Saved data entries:

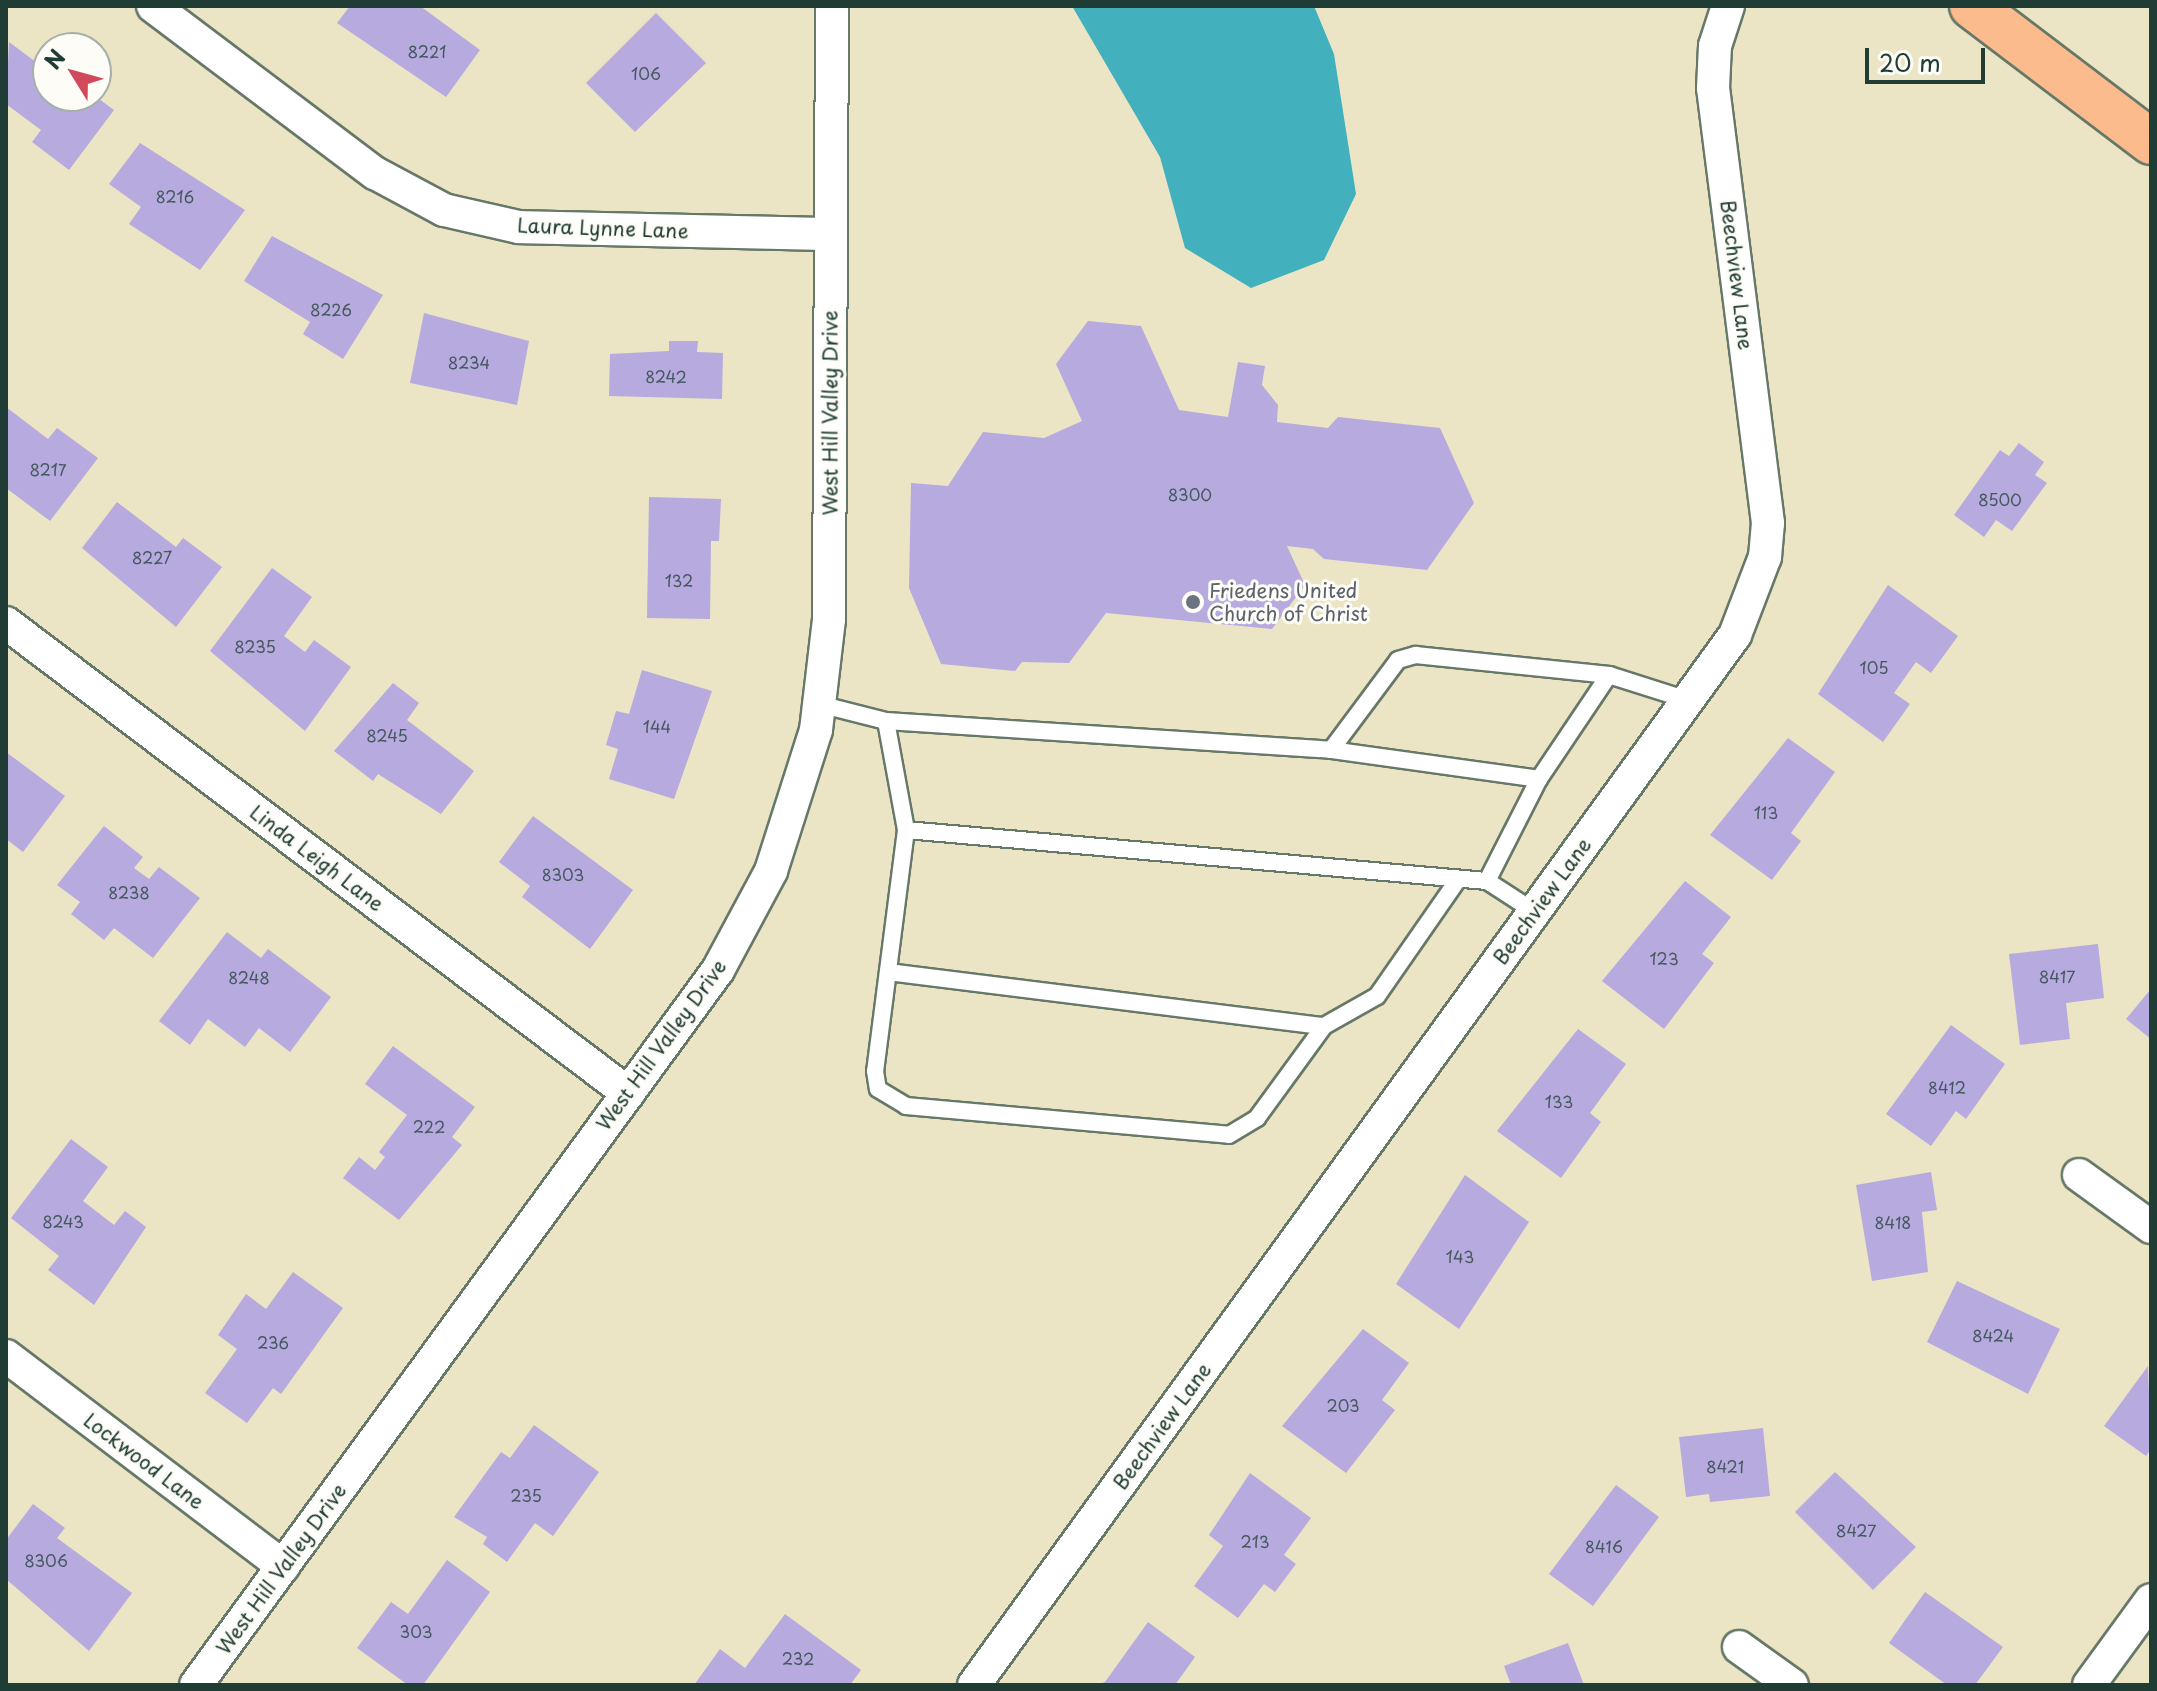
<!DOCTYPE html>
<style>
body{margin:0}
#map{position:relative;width:2157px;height:1691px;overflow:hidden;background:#ebe5c6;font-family:"Playpen Sans",sans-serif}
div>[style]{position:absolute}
.water>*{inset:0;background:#42b1bd}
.building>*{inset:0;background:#b6aadf}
.roads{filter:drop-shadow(2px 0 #667867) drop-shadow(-2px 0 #667867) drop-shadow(0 2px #667867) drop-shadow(0 -2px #667867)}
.service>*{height:16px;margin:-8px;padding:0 8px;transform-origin:8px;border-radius:8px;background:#fff}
.minor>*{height:32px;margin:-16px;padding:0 16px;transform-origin:16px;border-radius:16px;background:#fff}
.primary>*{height:44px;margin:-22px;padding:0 22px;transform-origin:22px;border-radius:22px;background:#fbbb8d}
.dots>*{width:22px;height:22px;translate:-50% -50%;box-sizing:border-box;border:4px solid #fdfcf7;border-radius:50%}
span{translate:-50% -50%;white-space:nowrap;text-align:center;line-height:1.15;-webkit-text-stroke:6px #fdfcf7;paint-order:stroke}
.number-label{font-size:16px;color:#45585f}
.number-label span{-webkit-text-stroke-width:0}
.street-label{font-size:20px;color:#1f3d34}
.worship-label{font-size:20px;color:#5b616d}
.left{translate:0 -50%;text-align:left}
.frame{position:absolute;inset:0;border:8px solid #1f3d34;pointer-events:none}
.north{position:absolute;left:32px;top:32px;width:80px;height:80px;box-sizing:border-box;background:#fdfcf7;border:2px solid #a4b0a9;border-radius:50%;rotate:307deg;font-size:22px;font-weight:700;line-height:32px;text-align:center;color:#1f3d34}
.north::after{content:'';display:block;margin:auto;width:28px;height:36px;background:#d1495b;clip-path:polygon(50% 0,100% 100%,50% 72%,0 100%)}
.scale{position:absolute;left:1865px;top:48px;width:120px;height:36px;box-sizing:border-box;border:4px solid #1f3d34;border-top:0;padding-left:10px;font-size:24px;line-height:28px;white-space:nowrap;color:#1f3d34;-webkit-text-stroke:6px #fdfcf7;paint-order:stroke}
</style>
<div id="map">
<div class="water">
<div style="clip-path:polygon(1072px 6px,1314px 6px,1334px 54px,1356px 194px,1324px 260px,1251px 288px,1185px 248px,1160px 157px)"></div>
</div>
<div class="building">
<div style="clip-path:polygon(350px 6px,420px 6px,480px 50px,446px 97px,337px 23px)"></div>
<div style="clip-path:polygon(656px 13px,706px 63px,635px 132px,586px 83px)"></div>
<div style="clip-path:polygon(9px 42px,48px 71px,48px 96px,95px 96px,114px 110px,69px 170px,32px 142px,41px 130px,6px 104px)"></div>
<div style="clip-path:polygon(140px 143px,245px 210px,200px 270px,129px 224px,141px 207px,109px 184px)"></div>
<div style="clip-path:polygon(272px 236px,383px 295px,343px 359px,303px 334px,310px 322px,244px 281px)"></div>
<div style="clip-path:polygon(424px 313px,529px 341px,517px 405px,410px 383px)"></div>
<div style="clip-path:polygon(1088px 321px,1141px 326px,1179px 410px,1228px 417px,1238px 362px,1265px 366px,1262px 385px,1278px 405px,1277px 422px,1328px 428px,1338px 417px,1440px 428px,1474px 503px,1427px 570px,1324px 559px,1313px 549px,1287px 546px,1305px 585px,1272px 629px,1106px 613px,1069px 663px,1022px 662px,1015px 671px,941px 664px,909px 588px,911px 483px,948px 486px,983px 432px,1044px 438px,1082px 421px,1056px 364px)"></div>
<div style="clip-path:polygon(669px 341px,698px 341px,697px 352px,723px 353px,722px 399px,609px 396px,610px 354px,669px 351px)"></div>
<div style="clip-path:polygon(6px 407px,48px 439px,57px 428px,98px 458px,50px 521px,6px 488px)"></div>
<div style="clip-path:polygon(2019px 443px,2044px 462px,2035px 475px,2047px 483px,2012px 531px,1996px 520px,1984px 537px,1954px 515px,2000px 450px,2009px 456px)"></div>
<div style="clip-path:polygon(649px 497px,721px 499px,719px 541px,711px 541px,710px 619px,647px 618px)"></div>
<div style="clip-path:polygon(117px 502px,176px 547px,183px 538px,222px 567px,176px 627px,82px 548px)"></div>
<div style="clip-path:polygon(272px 568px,312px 597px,284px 636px,305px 652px,314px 640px,351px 667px,305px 731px,210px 651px)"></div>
<div style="clip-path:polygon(1888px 585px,1958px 636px,1931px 673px,1916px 662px,1894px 693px,1910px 704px,1883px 742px,1818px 694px)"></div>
<div style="clip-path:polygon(642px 670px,712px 691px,674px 799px,609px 779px,618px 749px,606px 745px,616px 711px,629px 714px)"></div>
<div style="clip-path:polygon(393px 683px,419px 703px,407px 720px,474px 771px,441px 814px,378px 774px,373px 781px,334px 751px)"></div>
<div style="clip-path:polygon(1788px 738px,1835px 772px,1791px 833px,1801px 841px,1772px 880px,1710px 835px)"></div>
<div style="clip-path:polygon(6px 752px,65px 796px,23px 852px,6px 839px)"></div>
<div style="clip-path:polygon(533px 816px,633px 890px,590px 949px,522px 897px,530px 886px,499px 862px)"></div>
<div style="clip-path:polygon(104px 826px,143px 857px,134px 868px,149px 879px,159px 867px,200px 898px,153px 958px,114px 928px,104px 940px,71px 914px,80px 902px,57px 885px)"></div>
<div style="clip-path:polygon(1685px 881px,1731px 917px,1702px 954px,1714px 963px,1664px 1029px,1602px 981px)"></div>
<div style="clip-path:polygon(227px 932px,261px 958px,268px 949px,331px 997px,290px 1052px,259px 1028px,245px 1047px,208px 1019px,190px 1045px,159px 1021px)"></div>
<div style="clip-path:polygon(2098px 944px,2104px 998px,2066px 1003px,2070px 1039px,2020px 1045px,2009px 954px)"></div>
<div style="clip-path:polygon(2151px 989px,2151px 1039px,2126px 1019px)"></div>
<div style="clip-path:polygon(1951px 1025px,2005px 1064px,1966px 1119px,1956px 1111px,1931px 1146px,1886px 1114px)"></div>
<div style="clip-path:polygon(1578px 1029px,1626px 1064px,1590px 1113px,1601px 1122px,1561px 1178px,1497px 1131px)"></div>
<div style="clip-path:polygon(393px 1046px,475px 1107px,452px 1137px,462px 1145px,399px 1220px,343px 1178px,359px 1157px,375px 1170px,385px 1157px,379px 1152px,407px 1115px,365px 1084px)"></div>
<div style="clip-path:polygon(71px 1139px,108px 1167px,83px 1201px,114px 1225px,125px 1211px,146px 1227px,94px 1305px,48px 1270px,59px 1256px,11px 1218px)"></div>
<div style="clip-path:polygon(1931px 1172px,1937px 1210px,1922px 1212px,1928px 1272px,1872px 1281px,1856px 1185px)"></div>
<div style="clip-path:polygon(1465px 1175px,1529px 1222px,1459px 1329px,1396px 1284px)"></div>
<div style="clip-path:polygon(293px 1272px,343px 1308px,281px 1394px,273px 1388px,247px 1423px,205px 1393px,237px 1349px,218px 1335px,246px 1294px,266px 1309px)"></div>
<div style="clip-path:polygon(1957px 1281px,2060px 1329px,2028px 1394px,1927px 1342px)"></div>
<div style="clip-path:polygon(1363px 1329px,1409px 1363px,1382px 1400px,1395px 1410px,1346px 1473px,1282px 1426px)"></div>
<div style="clip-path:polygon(2148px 1366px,2151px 1449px,2146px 1456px,2104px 1426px)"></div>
<div style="clip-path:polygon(534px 1425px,599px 1472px,553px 1536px,535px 1523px,507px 1562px,483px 1544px,487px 1537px,454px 1517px,501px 1452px,510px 1458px)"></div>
<div style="clip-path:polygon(1763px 1428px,1770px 1496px,1710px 1502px,1709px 1494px,1686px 1497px,1679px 1437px)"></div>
<div style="clip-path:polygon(1835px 1472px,1916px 1547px,1873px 1590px,1795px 1512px)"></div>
<div style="clip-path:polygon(1250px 1473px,1311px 1518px,1284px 1555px,1296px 1564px,1275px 1592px,1264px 1584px,1238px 1618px,1194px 1586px,1223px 1546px,1209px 1535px)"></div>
<div style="clip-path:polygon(1616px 1485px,1659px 1517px,1593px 1606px,1549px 1574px)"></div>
<div style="clip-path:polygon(33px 1504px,65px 1528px,57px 1538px,132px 1593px,89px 1651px,6px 1579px,6px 1540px)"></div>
<div style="clip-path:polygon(447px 1560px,490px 1592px,423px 1685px,408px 1685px,357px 1648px,391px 1602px,408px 1614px)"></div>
<div style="clip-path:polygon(1925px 1592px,2003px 1647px,1975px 1685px,1947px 1685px,1889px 1643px)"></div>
<div style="clip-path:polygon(785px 1614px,861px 1670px,850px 1685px,694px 1685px,720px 1649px,745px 1668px)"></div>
<div style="clip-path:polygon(1148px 1622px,1195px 1657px,1175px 1685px,1094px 1685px,1105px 1682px)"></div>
<div style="clip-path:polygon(1568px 1643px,1584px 1685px,1511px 1685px,1504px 1666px)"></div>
</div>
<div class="roads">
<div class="service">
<div style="left:819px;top:704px;width:69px;rotate:14.2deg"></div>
<div style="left:886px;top:721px;width:446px;rotate:3.7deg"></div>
<div style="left:1331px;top:750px;width:210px;rotate:7.9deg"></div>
<div style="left:1539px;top:779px;width:125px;rotate:-56.1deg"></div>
<div style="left:1609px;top:675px;width:83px;rotate:17.6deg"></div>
<div style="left:886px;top:721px;width:111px;rotate:79.6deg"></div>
<div style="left:906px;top:830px;width:243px;rotate:97.3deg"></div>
<div style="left:875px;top:1071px;width:18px;rotate:81deg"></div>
<div style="left:878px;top:1089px;width:33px;rotate:31deg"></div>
<div style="left:906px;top:1106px;width:324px;rotate:5.1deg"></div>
<div style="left:1229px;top:1135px;width:33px;rotate:-31deg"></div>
<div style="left:1257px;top:1118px;width:114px;rotate:-53.9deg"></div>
<div style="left:1324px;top:1026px;width:61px;rotate:-29.5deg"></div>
<div style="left:1377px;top:996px;width:140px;rotate:-55.2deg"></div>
<div style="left:1331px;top:750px;width:112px;rotate:-53.3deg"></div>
<div style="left:1398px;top:660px;width:19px;rotate:-16deg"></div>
<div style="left:1416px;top:655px;width:194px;rotate:5.9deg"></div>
<div style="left:906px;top:830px;width:583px;rotate:5.02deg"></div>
<div style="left:1535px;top:912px;width:57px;rotate:-147.1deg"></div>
<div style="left:1487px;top:881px;width:114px;rotate:-63deg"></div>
<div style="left:888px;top:972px;width:439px;rotate:7.1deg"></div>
</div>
<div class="minor">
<div style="left:153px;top:6px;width:278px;rotate:37deg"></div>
<div style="left:375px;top:173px;width:78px;rotate:28.2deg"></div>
<div style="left:444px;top:210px;width:77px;rotate:12.8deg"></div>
<div style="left:519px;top:227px;width:312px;rotate:1.3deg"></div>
<div style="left:6px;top:623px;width:780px;rotate:37.08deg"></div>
<div style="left:2079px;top:1175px;width:89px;rotate:35.8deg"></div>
<div style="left:6px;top:1356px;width:348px;rotate:37.2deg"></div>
<div style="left:1739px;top:1647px;width:65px;rotate:35.6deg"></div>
<div style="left:196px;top:1685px;width:885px;rotate:-53.87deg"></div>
<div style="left:718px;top:970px;width:112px;rotate:-61.8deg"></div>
<div style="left:771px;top:871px;width:148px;rotate:-72.3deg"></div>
<div style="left:816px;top:730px;width:112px;rotate:-83.3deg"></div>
<div style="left:829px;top:619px;width:613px;rotate:-89.72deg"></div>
<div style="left:974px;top:1685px;width:1297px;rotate:-54.07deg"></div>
<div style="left:1735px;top:635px;width:84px;rotate:-69deg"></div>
<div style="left:1765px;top:557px;width:34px;rotate:-85deg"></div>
<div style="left:1768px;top:523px;width:438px;rotate:-97.2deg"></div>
<div style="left:1713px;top:88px;width:42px;rotate:-87.3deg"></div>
<div style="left:1715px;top:46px;width:42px;rotate:-72deg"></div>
<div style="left:2089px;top:1685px;width:105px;rotate:-53.9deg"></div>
</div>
<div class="primary">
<div style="left:1972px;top:6px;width:225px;rotate:37.2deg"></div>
</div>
</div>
<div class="dots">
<div style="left:1193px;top:602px;background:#6b7280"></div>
</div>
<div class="number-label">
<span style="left:427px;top:51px">8221</span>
<span style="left:646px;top:73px">106</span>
<span style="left:175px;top:196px">8216</span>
<span style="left:331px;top:309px">8226</span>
<span style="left:469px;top:362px">8234</span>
<span style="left:666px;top:376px">8242</span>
<span style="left:48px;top:469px">8217</span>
<span style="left:1190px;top:494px">8300</span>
<span style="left:2000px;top:499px">8500</span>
<span style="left:152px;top:557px">8227</span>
<span style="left:679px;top:580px">132</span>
<span style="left:255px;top:646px">8235</span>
<span style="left:1874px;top:667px">105</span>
<span style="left:657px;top:726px">144</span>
<span style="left:387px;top:735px">8245</span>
<span style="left:1766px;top:812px">113</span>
<span style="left:563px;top:874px">8303</span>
<span style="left:129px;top:892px">8238</span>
<span style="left:1664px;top:958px">123</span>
<span style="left:2057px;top:976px">8417</span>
<span style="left:249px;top:977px">8248</span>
<span style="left:1947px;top:1087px">8412</span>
<span style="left:1559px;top:1101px">133</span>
<span style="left:429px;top:1126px">222</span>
<span style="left:63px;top:1221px">8243</span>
<span style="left:1893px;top:1222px">8418</span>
<span style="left:1460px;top:1256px">143</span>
<span style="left:1993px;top:1335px">8424</span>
<span style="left:273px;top:1342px">236</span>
<span style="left:1343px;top:1405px">203</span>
<span style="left:1725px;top:1466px">8421</span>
<span style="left:526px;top:1495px">235</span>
<span style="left:1856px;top:1530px">8427</span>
<span style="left:1255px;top:1541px">213</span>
<span style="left:1604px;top:1546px">8416</span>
<span style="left:46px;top:1560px">8306</span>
<span style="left:416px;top:1631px">303</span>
<span style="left:798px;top:1658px">232</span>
</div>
<div class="street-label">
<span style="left:603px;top:228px;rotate:2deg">Laura Lynne Lane</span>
<span style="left:1737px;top:275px;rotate:83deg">Beechview Lane</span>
<span style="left:830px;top:413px;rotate:-90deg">West Hill Valley Drive</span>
<span style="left:317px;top:858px;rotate:37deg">Linda Leigh Lane</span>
<span style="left:1542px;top:901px;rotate:-54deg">Beechview Lane</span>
<span style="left:661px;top:1045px;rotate:-54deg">West Hill Valley Drive</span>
<span style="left:1162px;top:1426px;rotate:-54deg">Beechview Lane</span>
<span style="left:144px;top:1461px;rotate:37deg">Lockwood Lane</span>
<span style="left:281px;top:1569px;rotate:-54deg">West Hill Valley Drive</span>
</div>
<div class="worship-label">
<span class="left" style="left:1209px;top:602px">Friedens United<br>Church of Christ</span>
</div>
<div class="frame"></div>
<div class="north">N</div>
<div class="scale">20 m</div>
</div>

= Goal of the exercise =
What you return should be only the exact lines from the top of the entries through the line with "0 #667867) drop-shadow(-2px", minus the pictures.

= Task solution =
<!DOCTYPE html>
<style>
body{margin:0}
#map{position:relative;width:2157px;height:1691px;overflow:hidden;background:#ebe5c6;font-family:"Playpen Sans",sans-serif}
div>[style]{position:absolute}
.water>*{inset:0;background:#42b1bd}
.building>*{inset:0;background:#b6aadf}
.roads{filter:drop-shadow(2px 0 #667867) drop-shadow(-2px 0 #667867) drop-shadow(0 2px #667867) drop-shadow(0 -2px #667867)}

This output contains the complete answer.